Hi Folks,
Does anyone know if this has been completed or attempted? Something similar to what DOS ImageDisk or 22DISK does? I would like to interface my 8" floppy drives to a modern Linux box for imaging.
Insight is appreciated. Please reply directly as I'm not subscribed to this mailing list yet.
Thanks, Nick
Nick Papadonis wrote:
Hi Folks,
Does anyone know if this has been completed or attempted? Something similar to what DOS ImageDisk or 22DISK does? I would like to interface my 8" floppy drives to a modern Linux box for imaging.
Insight is appreciated. Please reply directly as I'm not subscribed to this mailing list yet.
Thanks, Nick
Fdutils mailing list Fdutils@fdutils.linux.lu https://fdutils.linux.lu/cgi-bin/mailman/listinfo/fdutils
Hi all,
please forward any solution to this group, too. I'm also interested in this question, especially considering the hardware solution!
Regards,
Uwe.
Nick Papadonis wrote:
Hi Folks,
Does anyone know if this has been completed or attempted? Something similar to what DOS ImageDisk or 22DISK does? I would like to interface my 8" floppy drives to a modern Linux box for imaging.
Are you talking hard-sectored 8" media or soft?
I don't think there's any magic involved in the latter, other than making a suitable cable and providing power - the ability to handle 128 byte sectors seems to be solely down to the FDC, with some better than others (many won't touch 128 byte reads, let alone writes).
It's been a while since I've played with the Imagedisk source, but I don't remember there being anything specific to handling 8" drives - maybe your best approach is to boot Imagedisk from a floppy and get that going first; once you're happy that the hardware's functional you can worry about the Linux side.
Aside: I did do some testing for Dave trying to get Imagedisk running in an emulated DOS environment under Linux, but I seem to remember there was some fundamental issue (DMA not working quite right, or interrupts not being passed on).

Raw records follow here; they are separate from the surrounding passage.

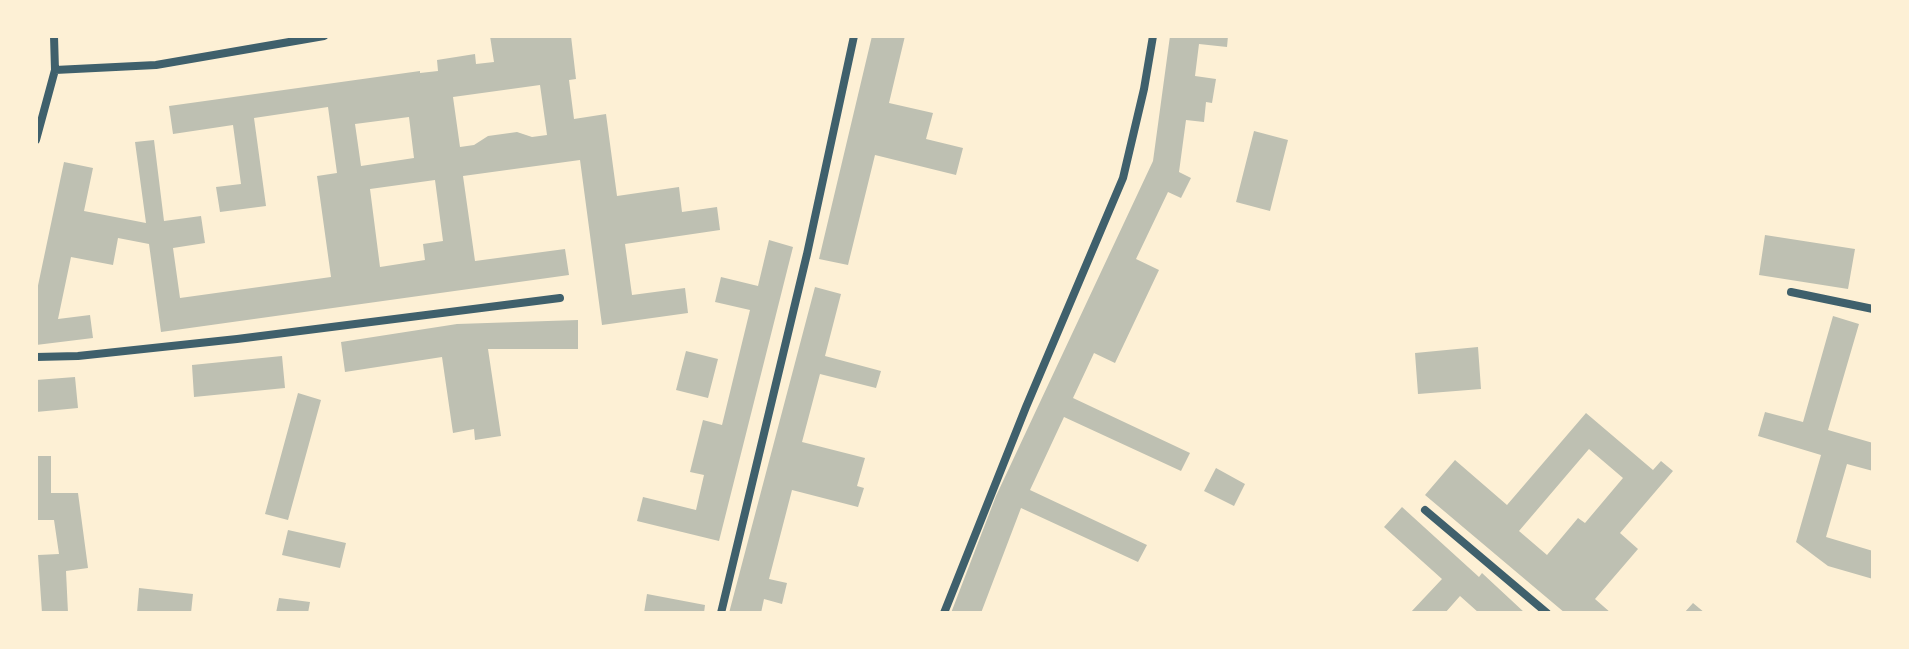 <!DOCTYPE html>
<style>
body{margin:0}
#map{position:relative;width:1909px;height:649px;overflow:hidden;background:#fdf0d5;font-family:"Libre Baskerville",serif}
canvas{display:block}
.frame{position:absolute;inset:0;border:38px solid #fdf0d5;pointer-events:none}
</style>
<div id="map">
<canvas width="1909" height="649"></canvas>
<div class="frame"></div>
</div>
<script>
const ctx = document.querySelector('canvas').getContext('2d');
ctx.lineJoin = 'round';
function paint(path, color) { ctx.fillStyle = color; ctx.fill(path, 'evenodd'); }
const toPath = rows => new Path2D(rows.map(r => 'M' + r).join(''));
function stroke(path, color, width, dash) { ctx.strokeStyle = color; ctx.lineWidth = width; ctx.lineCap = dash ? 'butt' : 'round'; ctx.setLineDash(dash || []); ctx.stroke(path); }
const building = toPath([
 [490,36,571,36,576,79,569,80,574,119,606,114,617,196,679,187,682,212,717,207,720,230,625,244,632,295,685,288,688,313,602,325,580,160,463,176,475,261,565,249,569,275,161,332,149,244,118,238,113,265,71,257,58,319,90,315,93,338,36,345,36,295,64,162,93,168,84,211,146,223,135,142,154,140,164,221,201,216,205,243,173,248,180,298,331,277,317,176,337,173,328,107,254,118,266,206,220,212,216,187,241,184,233,125,173,134,169,106,420,71,420,73,438,71,437,60,475,54,476,64,494,62],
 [540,85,547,135,532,137,517,132,488,136,474,145,460,147,453,97],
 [409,117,414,158,361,166,355,124],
 [435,180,443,241,423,244,425,260,380,267,370,189],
 [872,36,905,36,889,103,933,113,926,139,963,148,956,175,875,155,848,265,819,259],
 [1170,36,1228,36,1227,47,1199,44,1195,76,1216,79,1212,103,1206,102,1204,122,1186,120,1179,172,1191,178,1181,198,1168,192,1136,259,1159,270,1115,363,1094,353,1073,398,1190,453,1181,471,1064,417,1030,490,1147,545,1138,562,1021,508,981,613,951,613,996,496,1153,161],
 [1254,131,1288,140,1270,211,1236,202],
 [1765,235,1855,249,1848,289,1759,275],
 [769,240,793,247,719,541,637,521,643,497,696,510,704,475,690,472,703,420,722,425,750,310,715,302,721,277,758,286],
 [815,287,841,294,825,356,881,371,876,388,820,374,802,442,865,458,857,486,864,488,858,507,792,490,769,579,787,583,782,604,764,599,761,613,729,613],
 [1833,316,1859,324,1828,430,1873,443,1873,471,1847,464,1826,537,1873,551,1873,579,1828,566,1796,542,1821,455,1758,436,1765,412,1803,422],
 [578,320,578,349,488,349,501,436,475,440,474,429,453,433,442,357,345,372,341,342,457,324],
 [1478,347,1481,389,1418,394,1415,353],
 [686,351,718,359,708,398,676,390],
 [282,356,285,388,194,397,192,365],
 [75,377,78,408,36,412,36,380],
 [298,393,321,400,288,520,265,514],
 [1586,413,1653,470,1661,461,1673,471,1620,533,1638,549,1595,599,1611,613,1565,613,1425,495,1455,460,1507,505],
 [1589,449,1623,478,1585,523,1578,518,1547,555,1519,531],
 [36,456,51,456,51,493,78,493,88,568,66,571,68,613,42,613,38,555,59,554,54,520,36,520],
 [1216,468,1245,484,1234,506,1204,491],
 [1402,507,1479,577,1482,573,1525,613,1479,613,1460,596,1445,613,1410,613,1442,579,1384,527],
 [288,530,346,543,340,568,282,555],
 [139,588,193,594,191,613,137,613],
 [647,594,705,605,704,613,644,613],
 [279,598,310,602,308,613,276,613],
 [1693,603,1705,613,1684,613]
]);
const minor = toPath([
 [55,70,156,65,324,36],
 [36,140,55,70,54,36],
 [1791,292,1873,309],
 [36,357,78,356,237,339,560,298],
 [1425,510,1547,613],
 [721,613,807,254,854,36],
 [944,613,1026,407,1123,178,1144,89,1153,36]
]);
paint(building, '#bec0b2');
stroke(minor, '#3f606c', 8);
</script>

I never tried with a full VM environment, though (e.g. VMWare, Virtualbox etc.)
cheers
Jules
On Thu, Jan 27, 2011 at 8:33 AM, Jules Richardson < julesrichardsonuk@yahoo.co.uk> wrote:
Nick Papadonis wrote:
Hi Folks,
Does anyone know if this has been completed or attempted? Something similar to what DOS ImageDisk or 22DISK does? I would like to interface my 8" floppy drives to a modern Linux box for imaging.
Are you talking hard-sectored 8" media or soft?
I don't think there's any magic involved in the latter, other than making a suitable cable and providing power - the ability to handle 128 byte sectors seems to be solely down to the FDC, with some better than others (many won't touch 128 byte reads, let alone writes).
It's been a while since I've played with the Imagedisk source, but I don't remember there being anything specific to handling 8" drives - maybe your best approach is to boot Imagedisk from a floppy and get that going first; once you're happy that the hardware's functional you can worry about the Linux side.
Aside: I did do some testing for Dave trying to get Imagedisk running in an emulated DOS environment under Linux, but I seem to remember there was some fundamental issue (DMA not working quite right, or interrupts not being passed on). I never tried with a full VM environment, though (e.g. VMWare, Virtualbox etc.)
Soft sectored. I have hard sectored drives, but I'm not sure a controller in modern PC could handle them. I only have the spec for a WD 179x FDC used on pre-PC systems. Does anyone know where the modern PC FDC spec is?
I'll try out the known to work tools first and if time (and when I have the correct data sheets), will try testing out the Linux interface.
Thanks
In article AANLkTikd5XxdvyPAPeOETj1DGT38O-R=okFJHHhOCVHf@mail.gmail.com, Nick Papadonis wrote:
Does anyone know if this has been completed or attempted? Something similar to what DOS ImageDisk or 22DISK does? I would like to interface my 8" floppy drives to a modern Linux box for imaging.
You could try asking amigakit.com if the "CATWEASEL MK4 PLUS" will work with 8" drives. I recently used one with the open source cw2dmk utility to get some very corrupted data off some old 5.25" drives.
With some judicious editing of the cw2dmk source, and a few hundred lines of Python, I got every last sector.